While there are other monitoring systems on the market that provide alerts and information, the primary function of the Bigfoot Unity System is to give patients actionable advice and insights based on their blood data, which is continuously monitored in real time. When a Bigfoot user asks how much insulin they should take at any given moment, the system is designed to deliver a personalised answer instantly.
“We hear from users that data is good, but knowing what to do with it is better,” says Brewer, adding that Bigfoot’s simple approach to functionality and use differs from that of many other market participants. Innovation for diabetes treatment tends to focus on sophisticated systems built “power users” instead of the majority of patients, who are left frustrated and overwhelmed, according to Brewer. The approach struck a chord with medical device giant Abbott, too, which partnered with Bigfoot Biomedical in 2021 and inked a deal to acquire the company in September 2023.
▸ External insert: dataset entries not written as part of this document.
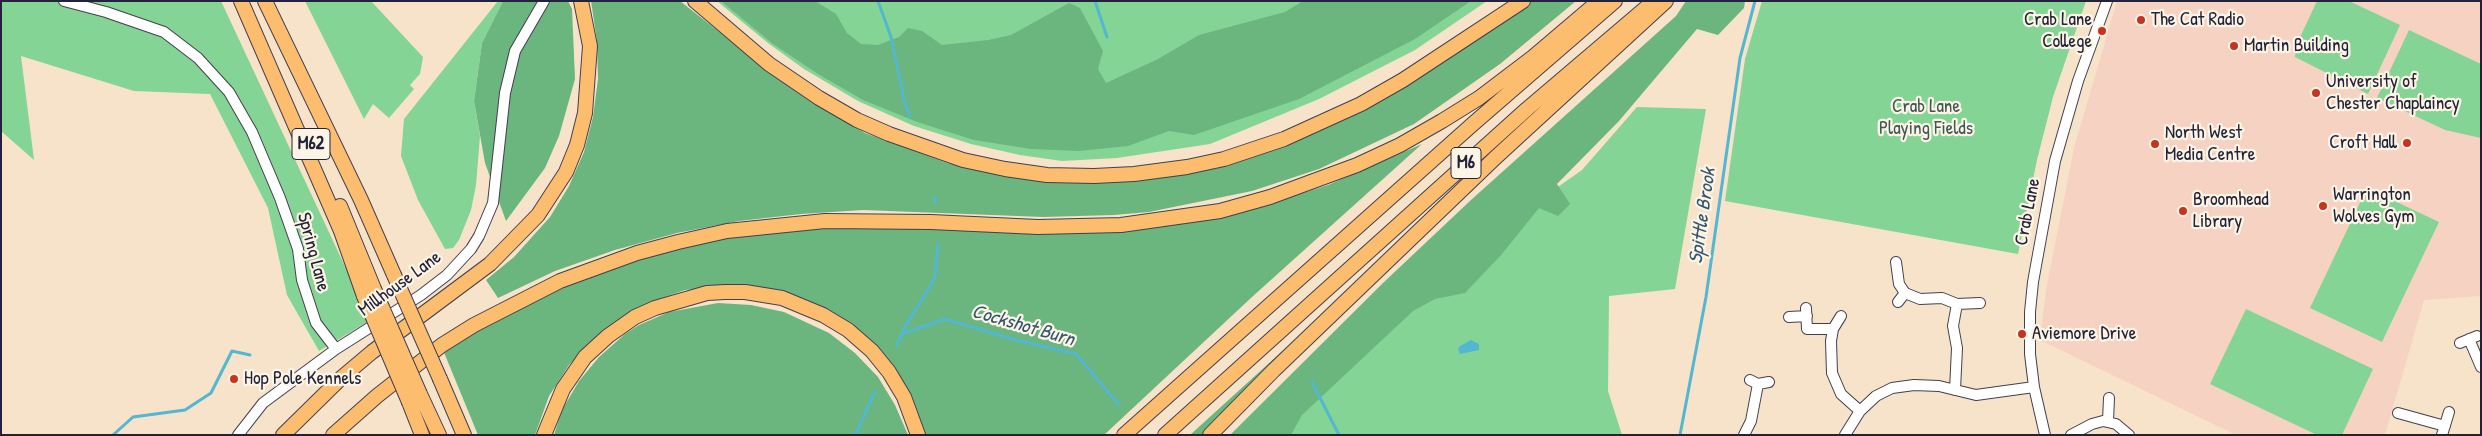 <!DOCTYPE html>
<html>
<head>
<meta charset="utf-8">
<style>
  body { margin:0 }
  #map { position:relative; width:2482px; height:436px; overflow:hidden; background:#f6e3ca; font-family:"Patrick Hand",sans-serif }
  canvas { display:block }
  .frame { position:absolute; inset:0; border:2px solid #22223b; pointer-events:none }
</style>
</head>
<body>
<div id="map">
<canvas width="2482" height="436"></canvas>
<div class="frame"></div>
</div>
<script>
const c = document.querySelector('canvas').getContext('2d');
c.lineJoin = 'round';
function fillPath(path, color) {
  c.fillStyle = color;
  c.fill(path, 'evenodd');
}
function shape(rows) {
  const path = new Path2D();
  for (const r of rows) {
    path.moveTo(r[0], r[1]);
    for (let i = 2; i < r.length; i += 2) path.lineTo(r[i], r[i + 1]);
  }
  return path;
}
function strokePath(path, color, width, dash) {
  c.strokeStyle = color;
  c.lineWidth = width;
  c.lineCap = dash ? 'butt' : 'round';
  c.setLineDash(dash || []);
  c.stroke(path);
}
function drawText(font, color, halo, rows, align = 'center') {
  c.font = font + ' "Patrick Hand",sans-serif';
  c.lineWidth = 4.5;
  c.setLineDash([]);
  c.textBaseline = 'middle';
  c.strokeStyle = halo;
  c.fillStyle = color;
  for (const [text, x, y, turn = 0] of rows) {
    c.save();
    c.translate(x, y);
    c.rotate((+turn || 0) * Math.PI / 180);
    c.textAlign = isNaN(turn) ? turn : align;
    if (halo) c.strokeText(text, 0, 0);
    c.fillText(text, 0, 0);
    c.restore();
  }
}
fillPath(shape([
  [2117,1,2481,1,2481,296,2424,300,2385,435,2236,435,2040,340,2046,290,2074,148]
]), '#f6d2c3');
fillPath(shape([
  [1,1,221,1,355,288,367,322,319,351,287,295,268,208,210,94,134,91,21,56,34,160,1,131],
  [305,1,371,1,423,57,420,74,410,85,414,89,389,118,373,104,364,119],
  [498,1,503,1,482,43,474,101,480,136,476,185,471,210,459,240,453,248,445,249,418,200,401,156,404,119],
  [717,1,1487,1,1415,50,1319,99,1210,144,1117,158,1062,161,1020,155,971,144,914,126,858,101,804,69,768,43],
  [1762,1,2086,1,2053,97,2037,160,2018,254,1725,201,1745,59],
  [2317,1,2349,1,2400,25,2368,94,2295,57,2296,46],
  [2409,30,2481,64,2481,138,2445,130,2377,98],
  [1637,107,1706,109,1675,289,1609,296,1608,391,1622,435,1270,435,1528,208,1582,170],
  [2367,188,2439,222,2382,342,2310,308],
  [2246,309,2373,369,2342,435,2317,435,2210,384]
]), '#84d495');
fillPath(shape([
  [503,1,568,1,572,9,575,79,559,136,545,168,506,221,485,163,474,101,482,43],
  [591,1,680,1,774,75,865,133,947,163,1032,179,1258,154,1483,34,1530,1,1576,1,1500,64,1414,124,1319,169,1252,191,1149,212,1114,215,1043,217,863,210,801,214,739,221,677,233,615,250,555,271,498,298,486,280,514,257,550,217,569,186,584,152,593,117,598,79,597,41],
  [721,1,815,1,836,14,847,33,861,44,878,45,899,37,908,28,922,31,942,45,988,40,1011,35,1069,3,1080,8,1103,51,1098,69,1106,83,1158,59,1199,35,1285,12,1303,1,1471,1,1415,39,1299,99,1194,135,1169,131,1128,146,1079,151,1031,149,974,140,917,122,863,100,818,74,773,44],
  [1686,1,1745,1,1744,8,1718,35,1697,29,1619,121,1557,184,1570,204,1558,216,1539,208,1502,254,1465,293,1435,299,1413,311,1302,415,1291,435,1230,435,1384,282,1471,200,1676,16],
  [1422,144,1252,297,1104,435,924,435,878,352,773,290,756,287,720,286,685,290,653,301,622,318,594,340,569,365,549,396,535,435,478,435,443,350,470,332,557,288,651,254,746,233,847,226,1092,233,1196,222,1263,206,1328,185],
  [718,303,751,305,784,312,829,333,855,353,878,377,895,405,908,435,554,435,562,410,579,381,599,357,625,334,639,325,669,312],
  [1290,344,1203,435,1190,435]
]), '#6bb67e');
fillPath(shape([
  [1471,340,1479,344,1479,350,1460,354,1458,349,1460,346]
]), '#52b7d1');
strokePath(shape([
  [878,1,891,37,905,103,910,117],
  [1095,1,1107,37],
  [934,197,936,203],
  [901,334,945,319,1012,339,1076,354,1119,405],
  [897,345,905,327,935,278,938,244],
  [1312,382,1339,435],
  [113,435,133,417,185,410,211,393,232,351,250,355],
  [855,435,875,392],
  [1680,435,1706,297,1740,58,1755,1]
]), '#52b7d1', 3);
const minor = shape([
  [64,1,106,12,164,32,198,58,229,92,252,132,280,198,298,249,302,280,316,323,336,349],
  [1896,262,1899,284,1905,293,1898,302],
  [1905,293,1920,299,1942,298,1957,304,1980,303],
  [1806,308,1807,329,1833,329],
  [1841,316,1833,329,1831,341,1832,373,1841,394,1860,411],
  [1789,317,1807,316],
  [2469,339,2481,367],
  [2460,343,2477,336],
  [1750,380,1758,384,1769,382],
  [1955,390,1957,348,1953,326,1957,304],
  [2398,413,2445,426],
  [2108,421,2109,398],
  [238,435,263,403,336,349,421,295,447,275,471,249,479,236,493,203,505,93,515,51,544,1],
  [1744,435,1751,421,1758,384],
  [1845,435,1860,411,1876,396,1892,388,1914,385,1939,386,1976,395,2034,387],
  [2045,435,2034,387,2030,354,2030,312,2033,282,2055,161,2078,81,2107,1],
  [2071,435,2092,424,2103,421,2116,424,2129,435],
  [2442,435,2449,412]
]);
const highway = shape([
  [241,1,341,231,364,296],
  [265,1,361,200,394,275],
  [695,1,769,64,819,98,857,120,889,134,963,160,1005,169,1047,175,1094,176,1134,174,1187,167,1224,159,1284,139,1361,104,1403,80,1523,1],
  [340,206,374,289],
  [440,379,464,435],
  [420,394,439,435],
  [409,402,422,435],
  [283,435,340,379,372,352,490,264,538,215,566,172,577,145,585,113,590,46,581,1],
  [333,435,377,396,442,345,474,325,560,281,637,253,678,242,727,231,825,221,931,222,1038,227,1121,225,1220,211,1270,197,1357,165,1400,145,1442,121,1479,98,1533,57,1599,1],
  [544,435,563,389,585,357,608,336,635,317,655,308,707,293,725,292,745,292,782,298,823,315,848,330,872,351,889,372,904,397,918,435],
  [1124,435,1474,123,1615,1],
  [1165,435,1527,109,1654,1],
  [1210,435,1274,370,1495,158,1666,1]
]);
strokePath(minor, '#423f50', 12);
strokePath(highway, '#423f50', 16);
strokePath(minor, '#fff', 10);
strokePath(highway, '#fcbd6f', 14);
const highwayBridge = shape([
  [394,275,440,379],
  [374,289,420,394],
  [364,296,409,402]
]);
strokePath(highwayBridge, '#423f50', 16, []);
strokePath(highwayBridge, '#fcbd6f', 14);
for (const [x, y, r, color] of [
  [2141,20,5,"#c8321e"],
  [2102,31,5,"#c8321e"],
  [2234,46,5,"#c8321e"],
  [2316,93,5,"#c8321e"],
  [2407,143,5,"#c8321e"],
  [2155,144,5,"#c8321e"],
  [2323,206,5,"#c8321e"],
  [2183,211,5,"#c8321e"],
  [2022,334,5,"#c8321e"],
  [234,379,5,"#c8321e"]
]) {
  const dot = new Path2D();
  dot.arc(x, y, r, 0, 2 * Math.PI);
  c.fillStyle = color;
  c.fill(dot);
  strokePath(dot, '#fcf5e5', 2);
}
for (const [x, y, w] of [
  [311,144,38],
  [1466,163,30]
]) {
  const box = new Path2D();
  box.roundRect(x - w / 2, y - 15.5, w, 31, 4);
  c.fillStyle = '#fcf5e5';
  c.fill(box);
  strokePath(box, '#22223b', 1);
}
drawText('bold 18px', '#22223b', null, [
  ["M62",311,144],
  ["M6",1466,163]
]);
drawText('19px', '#22223b', '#fcf5e5', [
  ["Crab Lane",2092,20,"right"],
  ["College",2092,42,"right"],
  ["The Cat Radio",2151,20],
  ["Martin Building",2244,46],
  ["University of",2326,82],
  ["Chester Chaplaincy",2326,104],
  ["North West",2165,133],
  ["Media Centre",2165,155],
  ["Croft Hall",2397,143,"right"],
  ["Warrington",2333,195],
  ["Wolves Gym",2333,217],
  ["Broomhead",2193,200],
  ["Library",2193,222],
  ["Aviemore Drive",2032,334],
  ["Hop Pole Kennels",244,379]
], 'left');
drawText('19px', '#3f5756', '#fcf5e5', [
  ["Crab Lane",1926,107],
  ["Playing Fields",1926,129]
]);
drawText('19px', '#22223b', '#fcf5e5', [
  ["Crab Lane",2028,212,-79],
  ["Spring Lane",313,252,75],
  ["Millhouse Lane",400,284,-36]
]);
drawText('italic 20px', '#335670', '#fcf5e5', [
  ["Spittle Brook",1703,216,-82],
  ["Cockshot Burn",1023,326,16]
]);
</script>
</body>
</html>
Bigfoot’s platform includes Freestyle Libre 2 CGM (continuous glucose monitoring) sensors, a white pen cap for rapid-acting insulin, a black pen cap for long-acting insulin and a mobile application, which wirelessly integrates with a blood glucose meter. Patients are given instructions directly on the pen cap, as well as CGM data and app-based alerts and reminders. Brewer credits the everimproving accuracy of CGM sensors for paving the way for Bigfoot Unity, which allows the company to deliver streams of accurate glucose data and reduce the need for fingerstick confirmations. Brewer had a personal motivation for pursuing the development of Bigfoot’s diabetes technology, as his son was diagnosed with type 1 diabetes in 2002. But looking broadly at the development of sensor technology, he sees devices that take advantage of what’s possible now and what will be in the future as a catalyst for personalising patient care. “Sensors play a crucial role in healthcare by empowering physicians and patients with real-time data, especially those living with diabetes,” Brewer adds. “These technologies improve overall health outcomes while promoting proactive and preventive approaches to health management.”